2026 World Cup expands to 48 teams, biggest tournament ever
A first World Cup with a child arrives at the sport’s biggest stage yet: 48 teams, 104 matches and a North American host across 16 cities.

The biggest World Cup in history is also the kind of event many U.S. parents will remember through a child’s eyes. With 48 teams, 104 matches and 16 host cities across Canada, Mexico and the United States, the 2026 tournament turned soccer’s global ritual into a larger, louder shared experience.
The competition opened at Mexico City Stadium on 11 June 2026, launching a schedule that runs through 19 July 2026. FIFA said Mexico City Stadium became the first stadium to host three World Cup opening matches, a milestone that tied the modern expansion to the tournament’s most established stage. The new format adds an additional knockout round and raises the match count from 64 in the previous structure to 104, making this edition the largest men’s World Cup ever played.

That scale matters beyond logistics. For many families in the United States, this tournament is landing at the point when a child is old enough to sit still for a match, learn the names, and ask why crowds from three countries are singing before kickoff. The North American footprint makes that experience more immediate than in past World Cups, with games spread across major cities in Canada, Mexico and the United States rather than concentrated in one nation.
The 2026 tournament also sits inside a much longer history. FIFA traces World Cup history to Uruguay in 1930, when the first tournament featured 13 teams and ran from 13 to 30 July 1930. Uruguay beat Argentina 4-2 in the final, and that opening chapter set the template for what became the world’s defining sporting event. On 13 July 1930, the first World Cup matches were played, with France defeating Mexico 4-1 and the United States beating Belgium 3-0.
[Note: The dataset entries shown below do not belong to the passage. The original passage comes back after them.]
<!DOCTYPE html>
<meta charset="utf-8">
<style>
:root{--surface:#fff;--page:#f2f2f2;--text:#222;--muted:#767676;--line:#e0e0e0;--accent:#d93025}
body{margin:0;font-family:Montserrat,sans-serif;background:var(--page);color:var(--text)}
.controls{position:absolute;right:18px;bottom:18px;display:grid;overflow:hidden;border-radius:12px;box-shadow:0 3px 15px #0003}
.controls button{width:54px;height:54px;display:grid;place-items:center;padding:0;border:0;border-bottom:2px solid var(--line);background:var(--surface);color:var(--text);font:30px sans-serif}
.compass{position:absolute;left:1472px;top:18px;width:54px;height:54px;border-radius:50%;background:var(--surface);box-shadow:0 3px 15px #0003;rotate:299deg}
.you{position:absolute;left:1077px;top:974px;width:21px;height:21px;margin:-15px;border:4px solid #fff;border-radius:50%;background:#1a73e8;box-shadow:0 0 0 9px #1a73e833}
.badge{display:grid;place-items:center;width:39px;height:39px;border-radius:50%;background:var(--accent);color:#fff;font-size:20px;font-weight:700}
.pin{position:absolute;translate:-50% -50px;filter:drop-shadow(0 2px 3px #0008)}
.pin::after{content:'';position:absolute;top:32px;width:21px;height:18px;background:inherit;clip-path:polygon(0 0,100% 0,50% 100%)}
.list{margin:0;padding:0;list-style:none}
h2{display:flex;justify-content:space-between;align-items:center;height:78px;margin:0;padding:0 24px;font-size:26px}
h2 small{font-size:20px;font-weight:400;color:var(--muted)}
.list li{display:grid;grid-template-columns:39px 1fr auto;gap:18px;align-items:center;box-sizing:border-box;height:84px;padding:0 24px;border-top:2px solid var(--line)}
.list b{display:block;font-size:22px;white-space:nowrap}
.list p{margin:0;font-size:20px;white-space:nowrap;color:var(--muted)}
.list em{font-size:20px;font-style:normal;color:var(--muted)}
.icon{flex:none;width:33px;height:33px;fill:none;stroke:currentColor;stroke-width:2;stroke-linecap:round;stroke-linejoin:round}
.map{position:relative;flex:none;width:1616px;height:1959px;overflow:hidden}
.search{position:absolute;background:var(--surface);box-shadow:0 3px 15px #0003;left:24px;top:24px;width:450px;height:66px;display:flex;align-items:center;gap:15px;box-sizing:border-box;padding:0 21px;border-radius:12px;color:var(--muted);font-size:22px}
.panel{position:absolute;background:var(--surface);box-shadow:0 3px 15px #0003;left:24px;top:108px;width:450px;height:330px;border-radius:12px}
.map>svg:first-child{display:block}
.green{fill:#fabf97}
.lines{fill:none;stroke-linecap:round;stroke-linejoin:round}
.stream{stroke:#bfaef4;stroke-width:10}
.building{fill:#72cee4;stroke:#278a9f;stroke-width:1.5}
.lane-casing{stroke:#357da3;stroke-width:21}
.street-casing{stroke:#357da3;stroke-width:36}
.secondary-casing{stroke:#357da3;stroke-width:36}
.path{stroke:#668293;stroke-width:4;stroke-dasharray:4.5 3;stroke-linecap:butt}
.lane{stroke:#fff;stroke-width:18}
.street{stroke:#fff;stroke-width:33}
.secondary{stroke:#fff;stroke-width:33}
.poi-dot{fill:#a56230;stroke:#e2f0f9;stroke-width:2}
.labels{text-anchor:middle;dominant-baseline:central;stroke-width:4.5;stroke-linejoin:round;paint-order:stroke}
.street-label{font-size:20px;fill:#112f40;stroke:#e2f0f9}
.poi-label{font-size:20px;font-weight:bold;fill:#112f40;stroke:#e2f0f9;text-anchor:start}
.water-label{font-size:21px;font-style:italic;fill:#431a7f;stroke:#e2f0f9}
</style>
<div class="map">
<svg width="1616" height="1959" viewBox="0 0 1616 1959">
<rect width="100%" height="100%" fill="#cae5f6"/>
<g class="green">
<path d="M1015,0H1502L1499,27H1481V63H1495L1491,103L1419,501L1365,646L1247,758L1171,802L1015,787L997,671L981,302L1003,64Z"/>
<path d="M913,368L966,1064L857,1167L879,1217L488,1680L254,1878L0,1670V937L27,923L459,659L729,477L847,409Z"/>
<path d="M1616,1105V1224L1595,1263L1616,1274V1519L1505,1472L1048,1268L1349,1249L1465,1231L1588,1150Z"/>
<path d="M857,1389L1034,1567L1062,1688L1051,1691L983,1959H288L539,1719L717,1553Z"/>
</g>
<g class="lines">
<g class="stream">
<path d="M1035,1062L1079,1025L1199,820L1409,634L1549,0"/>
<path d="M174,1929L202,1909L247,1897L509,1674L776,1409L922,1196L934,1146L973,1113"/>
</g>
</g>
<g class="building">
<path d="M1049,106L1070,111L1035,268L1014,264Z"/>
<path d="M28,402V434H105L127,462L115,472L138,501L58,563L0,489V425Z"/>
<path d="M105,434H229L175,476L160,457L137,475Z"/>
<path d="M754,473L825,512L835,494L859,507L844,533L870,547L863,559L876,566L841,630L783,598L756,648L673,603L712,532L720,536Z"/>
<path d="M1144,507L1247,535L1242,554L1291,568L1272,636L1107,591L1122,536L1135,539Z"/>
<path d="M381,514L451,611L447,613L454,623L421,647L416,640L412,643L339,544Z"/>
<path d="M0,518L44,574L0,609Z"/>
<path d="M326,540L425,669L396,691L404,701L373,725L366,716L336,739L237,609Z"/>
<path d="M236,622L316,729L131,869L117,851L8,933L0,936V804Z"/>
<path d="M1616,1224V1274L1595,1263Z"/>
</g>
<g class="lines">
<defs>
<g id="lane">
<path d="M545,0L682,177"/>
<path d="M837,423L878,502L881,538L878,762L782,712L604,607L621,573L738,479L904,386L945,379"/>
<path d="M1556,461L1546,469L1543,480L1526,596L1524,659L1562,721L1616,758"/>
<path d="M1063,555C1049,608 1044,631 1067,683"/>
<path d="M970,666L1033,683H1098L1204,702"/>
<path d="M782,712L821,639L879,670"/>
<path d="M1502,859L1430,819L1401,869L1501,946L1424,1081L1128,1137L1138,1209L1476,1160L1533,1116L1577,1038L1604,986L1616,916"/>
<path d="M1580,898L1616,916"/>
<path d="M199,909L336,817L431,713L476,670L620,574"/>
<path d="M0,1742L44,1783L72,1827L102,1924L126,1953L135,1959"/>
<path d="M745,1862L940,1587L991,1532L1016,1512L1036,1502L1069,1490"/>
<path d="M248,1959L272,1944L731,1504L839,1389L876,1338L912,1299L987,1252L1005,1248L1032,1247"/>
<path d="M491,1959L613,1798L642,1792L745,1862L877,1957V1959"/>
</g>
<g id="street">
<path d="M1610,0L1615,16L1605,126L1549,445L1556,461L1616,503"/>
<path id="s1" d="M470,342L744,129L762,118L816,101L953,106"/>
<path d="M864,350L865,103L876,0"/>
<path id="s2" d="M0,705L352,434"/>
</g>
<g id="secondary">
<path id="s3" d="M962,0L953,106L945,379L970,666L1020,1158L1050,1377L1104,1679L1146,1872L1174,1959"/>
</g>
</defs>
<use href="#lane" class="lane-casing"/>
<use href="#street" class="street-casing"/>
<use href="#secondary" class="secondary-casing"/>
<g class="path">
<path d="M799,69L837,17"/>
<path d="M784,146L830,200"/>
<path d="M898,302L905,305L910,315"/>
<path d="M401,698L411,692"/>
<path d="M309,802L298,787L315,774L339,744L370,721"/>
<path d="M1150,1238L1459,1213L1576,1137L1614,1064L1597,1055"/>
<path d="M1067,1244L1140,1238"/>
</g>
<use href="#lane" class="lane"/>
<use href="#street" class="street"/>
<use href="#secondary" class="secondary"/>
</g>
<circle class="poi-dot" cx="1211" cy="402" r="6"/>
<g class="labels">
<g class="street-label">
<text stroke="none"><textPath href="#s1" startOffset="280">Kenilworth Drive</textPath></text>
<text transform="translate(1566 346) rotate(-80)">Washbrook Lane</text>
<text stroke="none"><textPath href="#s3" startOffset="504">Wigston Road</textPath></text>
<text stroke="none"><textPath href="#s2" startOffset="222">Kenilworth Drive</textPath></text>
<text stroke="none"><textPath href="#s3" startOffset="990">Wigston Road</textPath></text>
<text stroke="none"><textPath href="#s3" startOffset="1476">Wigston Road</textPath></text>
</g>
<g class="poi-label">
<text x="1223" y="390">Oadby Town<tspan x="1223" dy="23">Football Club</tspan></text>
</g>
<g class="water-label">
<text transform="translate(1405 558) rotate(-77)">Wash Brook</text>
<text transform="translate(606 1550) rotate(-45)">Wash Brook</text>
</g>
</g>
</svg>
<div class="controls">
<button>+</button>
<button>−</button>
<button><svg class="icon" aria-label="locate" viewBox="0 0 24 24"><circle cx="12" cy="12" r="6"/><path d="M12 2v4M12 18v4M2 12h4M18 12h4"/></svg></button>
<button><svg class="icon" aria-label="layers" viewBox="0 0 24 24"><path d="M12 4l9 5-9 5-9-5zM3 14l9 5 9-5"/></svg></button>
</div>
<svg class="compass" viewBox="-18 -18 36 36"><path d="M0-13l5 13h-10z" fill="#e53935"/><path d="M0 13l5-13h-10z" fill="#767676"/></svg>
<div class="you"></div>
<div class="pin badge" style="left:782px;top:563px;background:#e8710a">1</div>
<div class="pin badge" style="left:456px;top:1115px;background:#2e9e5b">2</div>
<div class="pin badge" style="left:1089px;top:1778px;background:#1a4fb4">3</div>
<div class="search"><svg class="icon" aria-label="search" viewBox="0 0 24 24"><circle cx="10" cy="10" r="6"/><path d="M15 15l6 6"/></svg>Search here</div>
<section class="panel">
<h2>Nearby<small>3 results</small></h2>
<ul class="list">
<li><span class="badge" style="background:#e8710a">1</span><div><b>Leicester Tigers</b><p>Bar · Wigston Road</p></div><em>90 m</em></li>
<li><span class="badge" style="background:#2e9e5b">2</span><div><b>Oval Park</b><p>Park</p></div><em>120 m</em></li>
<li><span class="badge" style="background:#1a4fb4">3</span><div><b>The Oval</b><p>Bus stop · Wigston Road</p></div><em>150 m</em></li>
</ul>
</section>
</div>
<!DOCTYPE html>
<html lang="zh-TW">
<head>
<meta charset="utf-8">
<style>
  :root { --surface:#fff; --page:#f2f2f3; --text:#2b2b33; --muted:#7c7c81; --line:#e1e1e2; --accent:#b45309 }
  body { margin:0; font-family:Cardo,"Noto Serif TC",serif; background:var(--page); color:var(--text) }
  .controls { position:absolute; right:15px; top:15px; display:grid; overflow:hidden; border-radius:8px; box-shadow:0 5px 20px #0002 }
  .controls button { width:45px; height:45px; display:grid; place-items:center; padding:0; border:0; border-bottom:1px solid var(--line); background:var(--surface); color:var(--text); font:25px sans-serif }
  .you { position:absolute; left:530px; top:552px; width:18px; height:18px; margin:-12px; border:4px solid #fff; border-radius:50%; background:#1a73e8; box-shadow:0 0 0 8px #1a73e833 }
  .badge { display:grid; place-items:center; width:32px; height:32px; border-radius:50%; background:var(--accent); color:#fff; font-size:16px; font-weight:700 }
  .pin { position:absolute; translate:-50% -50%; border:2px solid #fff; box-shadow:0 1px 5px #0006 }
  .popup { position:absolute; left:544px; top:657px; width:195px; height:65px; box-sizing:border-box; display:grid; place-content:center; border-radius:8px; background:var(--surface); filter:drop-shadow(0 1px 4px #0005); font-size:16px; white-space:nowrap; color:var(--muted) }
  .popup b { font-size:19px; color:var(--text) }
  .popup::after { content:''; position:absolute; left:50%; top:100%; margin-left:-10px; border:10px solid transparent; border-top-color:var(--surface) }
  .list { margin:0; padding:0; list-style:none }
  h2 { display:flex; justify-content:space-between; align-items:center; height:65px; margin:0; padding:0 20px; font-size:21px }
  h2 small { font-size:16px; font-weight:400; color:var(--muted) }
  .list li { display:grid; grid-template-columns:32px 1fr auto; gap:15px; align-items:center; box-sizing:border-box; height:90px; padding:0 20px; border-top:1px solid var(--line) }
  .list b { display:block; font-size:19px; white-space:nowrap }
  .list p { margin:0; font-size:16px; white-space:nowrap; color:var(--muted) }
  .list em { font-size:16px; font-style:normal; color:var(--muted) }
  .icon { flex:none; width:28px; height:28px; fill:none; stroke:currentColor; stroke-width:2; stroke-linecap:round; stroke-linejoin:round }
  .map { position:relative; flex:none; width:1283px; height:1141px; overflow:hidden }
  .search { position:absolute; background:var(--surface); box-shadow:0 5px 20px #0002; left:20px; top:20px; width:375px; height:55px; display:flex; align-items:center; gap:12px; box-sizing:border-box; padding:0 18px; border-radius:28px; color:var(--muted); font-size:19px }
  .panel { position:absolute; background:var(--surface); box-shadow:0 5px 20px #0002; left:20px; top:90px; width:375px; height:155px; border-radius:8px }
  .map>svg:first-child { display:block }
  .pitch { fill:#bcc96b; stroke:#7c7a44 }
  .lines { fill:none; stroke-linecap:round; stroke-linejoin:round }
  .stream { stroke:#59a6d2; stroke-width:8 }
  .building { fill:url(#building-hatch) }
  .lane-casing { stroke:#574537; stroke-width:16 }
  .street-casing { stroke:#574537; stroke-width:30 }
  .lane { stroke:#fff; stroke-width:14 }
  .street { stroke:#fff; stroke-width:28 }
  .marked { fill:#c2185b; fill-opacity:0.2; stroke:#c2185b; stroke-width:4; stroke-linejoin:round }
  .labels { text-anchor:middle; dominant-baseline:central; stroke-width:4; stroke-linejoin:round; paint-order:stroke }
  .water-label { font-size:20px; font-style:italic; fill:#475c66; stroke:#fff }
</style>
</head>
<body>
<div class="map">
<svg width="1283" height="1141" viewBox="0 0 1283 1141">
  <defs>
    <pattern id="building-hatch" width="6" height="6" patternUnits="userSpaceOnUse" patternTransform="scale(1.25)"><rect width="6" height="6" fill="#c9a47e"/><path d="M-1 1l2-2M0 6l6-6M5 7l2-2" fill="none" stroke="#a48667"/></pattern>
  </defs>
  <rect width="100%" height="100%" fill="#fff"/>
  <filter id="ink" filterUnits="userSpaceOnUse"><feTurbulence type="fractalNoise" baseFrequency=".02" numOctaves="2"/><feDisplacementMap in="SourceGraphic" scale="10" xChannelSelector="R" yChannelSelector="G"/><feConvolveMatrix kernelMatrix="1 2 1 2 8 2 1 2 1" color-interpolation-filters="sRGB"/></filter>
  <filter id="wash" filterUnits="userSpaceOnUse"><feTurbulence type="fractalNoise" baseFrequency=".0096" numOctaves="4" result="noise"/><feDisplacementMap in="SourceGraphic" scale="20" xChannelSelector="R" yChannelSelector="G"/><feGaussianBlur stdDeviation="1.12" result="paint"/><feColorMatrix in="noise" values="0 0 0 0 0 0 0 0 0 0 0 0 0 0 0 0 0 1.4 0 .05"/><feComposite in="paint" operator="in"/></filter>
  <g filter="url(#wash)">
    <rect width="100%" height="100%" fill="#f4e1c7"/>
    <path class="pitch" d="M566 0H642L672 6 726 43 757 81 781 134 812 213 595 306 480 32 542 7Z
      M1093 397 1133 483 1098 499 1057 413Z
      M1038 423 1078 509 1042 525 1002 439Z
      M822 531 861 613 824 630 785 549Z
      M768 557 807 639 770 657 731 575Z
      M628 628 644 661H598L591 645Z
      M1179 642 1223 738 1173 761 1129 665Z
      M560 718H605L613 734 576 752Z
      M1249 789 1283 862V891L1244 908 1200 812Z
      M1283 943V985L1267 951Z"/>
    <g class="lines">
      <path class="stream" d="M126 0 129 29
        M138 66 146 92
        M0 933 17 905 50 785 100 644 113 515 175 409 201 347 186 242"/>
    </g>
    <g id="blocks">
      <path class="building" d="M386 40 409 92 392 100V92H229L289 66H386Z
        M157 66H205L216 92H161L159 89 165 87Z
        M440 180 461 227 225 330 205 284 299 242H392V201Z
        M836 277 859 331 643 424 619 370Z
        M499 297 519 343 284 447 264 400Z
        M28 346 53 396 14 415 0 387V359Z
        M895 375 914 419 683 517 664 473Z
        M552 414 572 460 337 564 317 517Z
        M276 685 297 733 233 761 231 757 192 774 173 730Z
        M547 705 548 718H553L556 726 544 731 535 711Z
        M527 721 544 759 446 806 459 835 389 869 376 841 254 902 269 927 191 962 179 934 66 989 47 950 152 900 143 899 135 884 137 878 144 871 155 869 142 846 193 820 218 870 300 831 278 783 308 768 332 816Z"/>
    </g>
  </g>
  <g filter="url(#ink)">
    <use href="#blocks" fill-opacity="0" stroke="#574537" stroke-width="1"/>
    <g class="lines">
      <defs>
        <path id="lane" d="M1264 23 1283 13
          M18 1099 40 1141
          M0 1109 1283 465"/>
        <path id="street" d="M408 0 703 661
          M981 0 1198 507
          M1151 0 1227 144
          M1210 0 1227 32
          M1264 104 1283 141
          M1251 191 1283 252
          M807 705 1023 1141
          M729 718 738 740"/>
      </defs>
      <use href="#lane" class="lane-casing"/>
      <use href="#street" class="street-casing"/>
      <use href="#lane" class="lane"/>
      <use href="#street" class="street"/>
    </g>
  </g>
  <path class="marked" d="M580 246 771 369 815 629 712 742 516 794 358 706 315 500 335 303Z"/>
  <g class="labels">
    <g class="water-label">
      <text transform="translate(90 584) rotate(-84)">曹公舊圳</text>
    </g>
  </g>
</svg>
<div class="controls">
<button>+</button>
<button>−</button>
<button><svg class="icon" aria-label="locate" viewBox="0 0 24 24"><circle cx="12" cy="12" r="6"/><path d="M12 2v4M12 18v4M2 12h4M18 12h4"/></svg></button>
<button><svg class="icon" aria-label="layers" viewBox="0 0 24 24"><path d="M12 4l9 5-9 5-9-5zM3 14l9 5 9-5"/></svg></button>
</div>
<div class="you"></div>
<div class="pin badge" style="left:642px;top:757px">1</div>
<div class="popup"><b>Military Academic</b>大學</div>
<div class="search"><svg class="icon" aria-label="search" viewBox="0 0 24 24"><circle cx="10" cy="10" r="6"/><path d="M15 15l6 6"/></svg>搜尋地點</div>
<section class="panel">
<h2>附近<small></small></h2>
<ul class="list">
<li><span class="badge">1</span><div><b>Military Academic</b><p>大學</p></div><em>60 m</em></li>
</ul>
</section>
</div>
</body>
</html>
That lineage gives the 2026 expansion a particular weight. The sport that began with 13 teams in Uruguay is now stretching to 48, while still carrying the same basic promise: national teams, packed stadiums and a month of results that can become family lore. For parents introducing a child to the tournament for the first time, this is not just a bigger bracket. It is a passing of the game’s oldest ritual into a new American generation, on a stage larger than any before it.
This article was produced by Prism’s automated news system from verified source data, official records, and press releases, then run through automated quality and moderation checks before publishing. The system is built and supervised by the people who set the standards it runs under. Read our full AI policy.